Lucas 4,1-13: Jesús fue conducido por el Espíritu en el desierto y tentado por el diablo. El naturalismo de la vida, las ambiciones del corazón y el orgullo idolátrico son las tres tentaciones que nos acechan a diario y que Cristo Jesús nos enseñó a superar con su propio ejemplo redentor.

San Agustín afirma que el diablo se sirvió de la Escritura para tentar a Cristo y el Señor también le respondió con la Escritura (cf. Sermón 313 E,4). En todo tiempo, como individuos y como colectividad, estamos sujetos a la tentación de servirnos del poder, del prestigio, de la organización, del privilegio, de las riquezas..., para imponernos a los demás y subyugarlos.

Hemos de estar alerta y superar todas las dificultades que se nos presentan en nuestro caminar hacia Dios, sobre todo en este tiempo de Cuaresma, tan apropiado para la revisión de vida, para cambiar de mentalidad, para el dolor de nuestros pecados .

Lunes

Entrada: «Como están los ojos de los esclavos fijos en las manos de sus señores, así están nuestros ojos en el Señor, Dios nuestro, esperando su misericordia. Misericordia, Señor, misericordia» (Sal 122,2-3).

Colecta (del misal anterior, y antes del Gregoriano y Gelasiano): «Conviértenos a Ti, Dios salvador nuestro; ilumínanos con la luz de tu palabra, para que la celebración de esta Cuaresma produzca en nosotros sus mejores frutos».

Comunión: «Os aseguro, dice el Señor, que cada vez que lo hicisteis con uno de estos, mis humildes hermanos, conmigo lo hicisteis. Venid vosotros, benditos de mi Padre; heredad el Reino preparado para vosotros desde la creación del mundo» (Mt 25,40.34).

Postcomunión: «Concédenos experimentar, Señor Dios nuestro, al recibir tu Eucaristía, alivio para el alma y para el cuerpo; y así, restaurada en Cristo la integridad de la persona, podremos gloriarnos de la plenitud de tu salvación».

Levítico 19,1-2.11-18: Juzgarás con justicia a tu prójimo. Dios dio al pueblo elegido un código de santidad y de justicia: «Seréis santos porque yo, vuestro Dios, soy santo». Muchas prescripciones del Antiguo Testamento siguen siendo válidas para nosotros, como las de esta lectura; hemos de cumplirlas con mayor razón que los antiguos, porque tenemos la perfección y la ayuda sobrenatural contenida en el Nuevo Testamento.

 El concepto de santidad es del todo transcendente, único, distante.

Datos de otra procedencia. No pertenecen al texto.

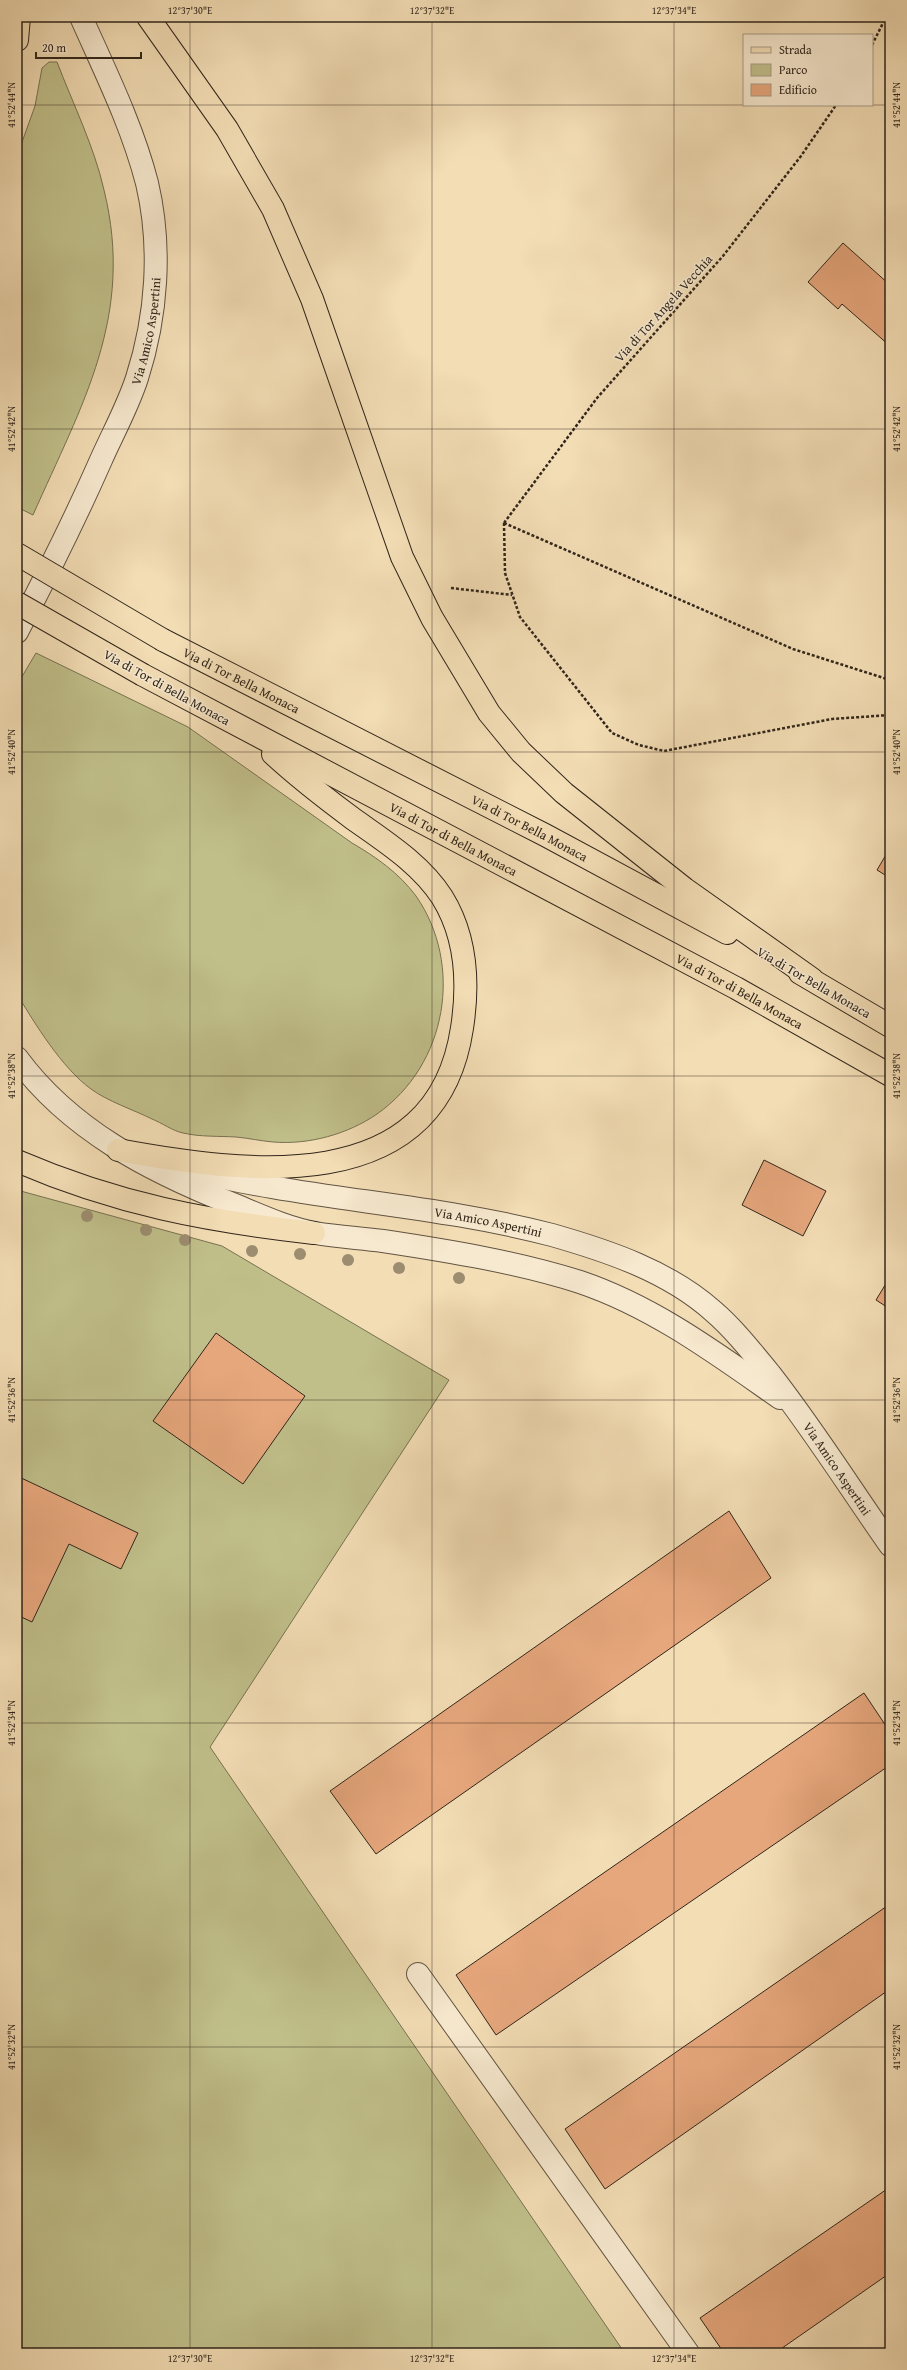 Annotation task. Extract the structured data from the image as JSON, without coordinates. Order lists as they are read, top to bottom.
{
  "streets": {
    "main road": ["Via di Tor Bella Monaca", "Via di Tor di Bella Monaca"],
    "street": ["Via Amico Aspertini"],
    "path": ["Via di Tor Angela Vecchia"]
  },
  "legend": ["Strada", "Parco", "Edificio"],
  "scale_bar": "20 m",
  "coordinates": [
    "12°37'30\"E",
    "12°37'32\"E",
    "12°37'34\"E",
    "41°52'44\"N",
    "41°52'42\"N",
    "41°52'40\"N",
    "41°52'38\"N",
    "41°52'36\"N",
    "41°52'34\"N",
    "41°52'32\"N"
  ]
} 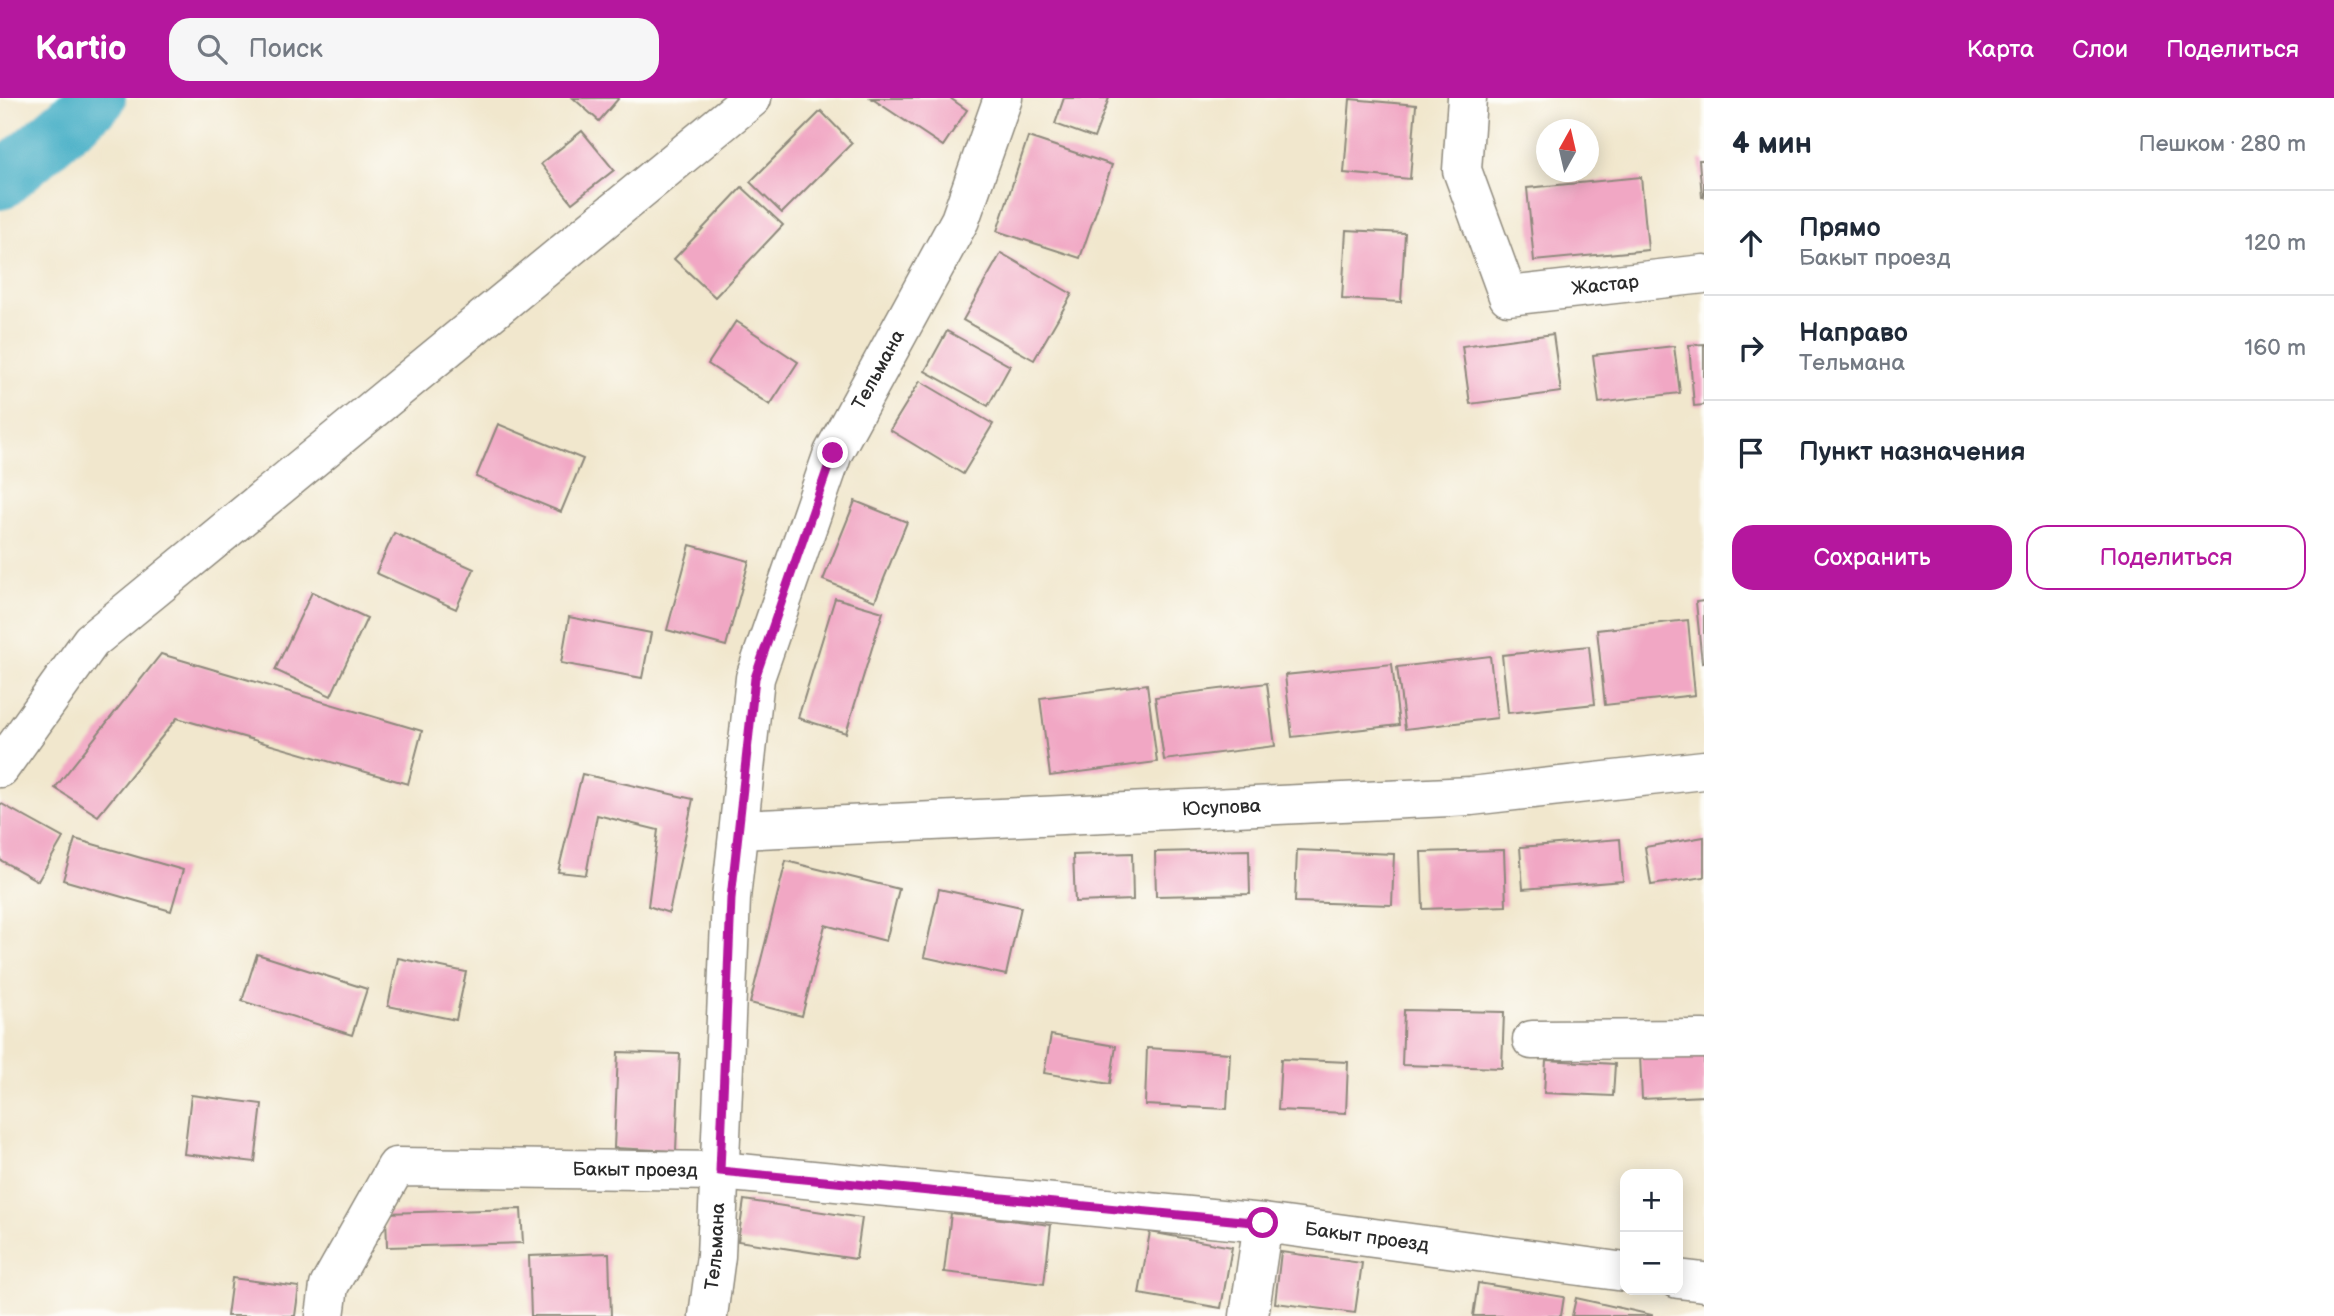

No podemos llegar jamás a la santidad de Dios. Él es absolutamente Otro, Separado, Único. Pero hemos de acercarnos lo más posible para tratar con Él. Cristo vino a enseñarnos el camino más seguro para ello, que es el amor. Este amor no es cosa nuestra, sino que ha sido infundido por Dios mismo en nuestra alma: «El amor de Dios ha sido derramado en vuestros corazones por el Espíritu Santo que nos ha sido dado» (Rom 5,5).

Este amor se manifiesta en nuestras relaciones con los demás hombres, como se indica en esta misma lectura y es un signo de la santidad, como aparece en Dios mismo, según el profeta Oseas: «No ejecutaré el ardor de mi cólera, porque yo soy Dios y no hombre; en medio de ti, Yo el Santo» (11,9). La tendencia a la santidad ha de ser nuestra tarea principal. Dice Casiano:

«Este debe ser nuestro principal objetivo y el designio constante de nuestro corazón; que nuestra alma esté continuamente unida a Dios y a las cosas divinas. Todo lo que se aparte de esto, por grande que pueda parecernos, ha de tener en nosotros un lugar secundario, por  el último de todos. Incluso hemos de considerarlo como un daño positivo» (Colaciones 1).

Y San Agustín:

«Nos hiciste, Señor, para ti, y nuestro corazón está inquieto hasta que descanse en ti» (Confesiones 1,1).

–El Señor quiere que no sólo estemos atentos a su ley, sino que la contemplemos y hagamos de ella nuestro alimento cotidiano, nuestra delicia. Por ese camino alcanzaremos la santidad.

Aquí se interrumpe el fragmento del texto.